Recommendations for running on Strix Halo.
Since this is such a large model, I was wondering if you have recommendations for arguments to use when running this model on Strix Halo?
The main thing is to leave your UMA on default and increase maximum TTM allocation https://strixhalo.wiki/AI/AI_Capabilities_Overview#memory-limits in my case I went with 112GiB // 4KiB == 29360128 as well as disabling iommu.
Then in llama.cpp you don't need much else besides a reasonable fit target
[qwen35-122b-instruct]
hf-repo = Beinsezii/Qwen3.5-122B-A10B-GGUF-HALO
fit-target = 12288
cache-ram = 4096
reasoning-budget = 0
no-context-shift = true
ubatch-size = 1024
batch-size = 1024
direct-io = true
mmap does bad with UMA so use directio instead. depending on application might be worth increasing checkpoint counts too.
services:
qwen35-122b:
image: ghcr.io/ggml-org/llama.cpp:server-vulkan
container_name: qwen35-122b
ports:
- "8081:8080"
devices:
- /dev/dri:/dev/dri # For Vulkan/iGPU (Strix Halo)

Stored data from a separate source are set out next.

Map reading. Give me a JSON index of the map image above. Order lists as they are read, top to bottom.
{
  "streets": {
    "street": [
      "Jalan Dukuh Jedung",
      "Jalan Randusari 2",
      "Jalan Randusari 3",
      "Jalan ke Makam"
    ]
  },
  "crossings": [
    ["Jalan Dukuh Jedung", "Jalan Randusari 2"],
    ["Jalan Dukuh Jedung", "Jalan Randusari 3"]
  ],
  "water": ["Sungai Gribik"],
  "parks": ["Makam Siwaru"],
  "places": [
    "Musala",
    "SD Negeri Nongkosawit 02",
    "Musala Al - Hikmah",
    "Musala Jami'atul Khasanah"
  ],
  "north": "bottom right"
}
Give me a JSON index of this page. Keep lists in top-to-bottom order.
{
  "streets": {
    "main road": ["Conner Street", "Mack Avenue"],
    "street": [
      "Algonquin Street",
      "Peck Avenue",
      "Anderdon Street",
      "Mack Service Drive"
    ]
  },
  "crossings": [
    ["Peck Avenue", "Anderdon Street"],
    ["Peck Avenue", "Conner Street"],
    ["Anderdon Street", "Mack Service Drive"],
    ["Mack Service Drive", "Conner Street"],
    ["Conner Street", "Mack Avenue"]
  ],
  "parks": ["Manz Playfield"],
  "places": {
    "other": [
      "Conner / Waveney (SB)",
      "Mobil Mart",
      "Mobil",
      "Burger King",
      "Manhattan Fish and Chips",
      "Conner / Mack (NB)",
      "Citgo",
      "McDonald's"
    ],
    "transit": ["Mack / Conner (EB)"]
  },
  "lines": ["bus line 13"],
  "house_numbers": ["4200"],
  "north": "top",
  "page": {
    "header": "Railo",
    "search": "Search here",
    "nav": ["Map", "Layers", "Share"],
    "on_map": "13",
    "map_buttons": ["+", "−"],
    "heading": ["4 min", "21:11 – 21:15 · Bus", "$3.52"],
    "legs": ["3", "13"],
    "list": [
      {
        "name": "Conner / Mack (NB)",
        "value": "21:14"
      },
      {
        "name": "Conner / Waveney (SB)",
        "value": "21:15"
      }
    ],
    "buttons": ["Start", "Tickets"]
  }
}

- /dev/kfd:/dev/kfd # For ROCm/Compute
volumes:
- ./models/Beinsezii/Qwen3.5-122B-A10B-GGUF-HALO/qwen35-122b-a10b-q80-q6k_ffn.gguf:/model.gguf:ro
- ./models/Beinsezii/Qwen3.5-122B-A10B-GGUF-HALO/mmproj-F16.gguf:/mmproj.gguf:ro
environment:
LLAMA_ARG_MODEL: /model.gguf
LLAMA_ARG_MMPROJ: /mmproj.gguf
LLAMA_MODEL_ALIAS: "qwen35-122b"
LLAMA_ARG_CTX_SIZE: "262144"
LLAMA_ARG_N_GPU_LAYERS: "99"
LLAMA_ARG_FLASH_ATTN: "1"
LLAMA_ARG_THREADS: "7"
LLAMA_ARG_N_PARALLEL: "1"
LLAMA_ARG_BATCH_SIZE: "2048"
LLAMA_ARG_UBATCH_SIZE: "1024"
LLAMA_ARG_PORT: "8080"
LLAMA_ARG_HOST: "0.0.0.0"
LLAMA_ARG_API: "1"
LLAMA_ARG_ENDPOINT_METRICS: "1"
GRUB_CMDLINE_LINUX_DEFAULT="quiet splash iommu=pt amdgpu.gttsize=126976 ttm.pages_limit=32505856"
thats my docker-compose.yml and grub settings for my strix halo and your build of this model is superior to all the others I tried including unsloth Q6_K and I end up with superior agentic performance and results with this build both rocm and vulkan.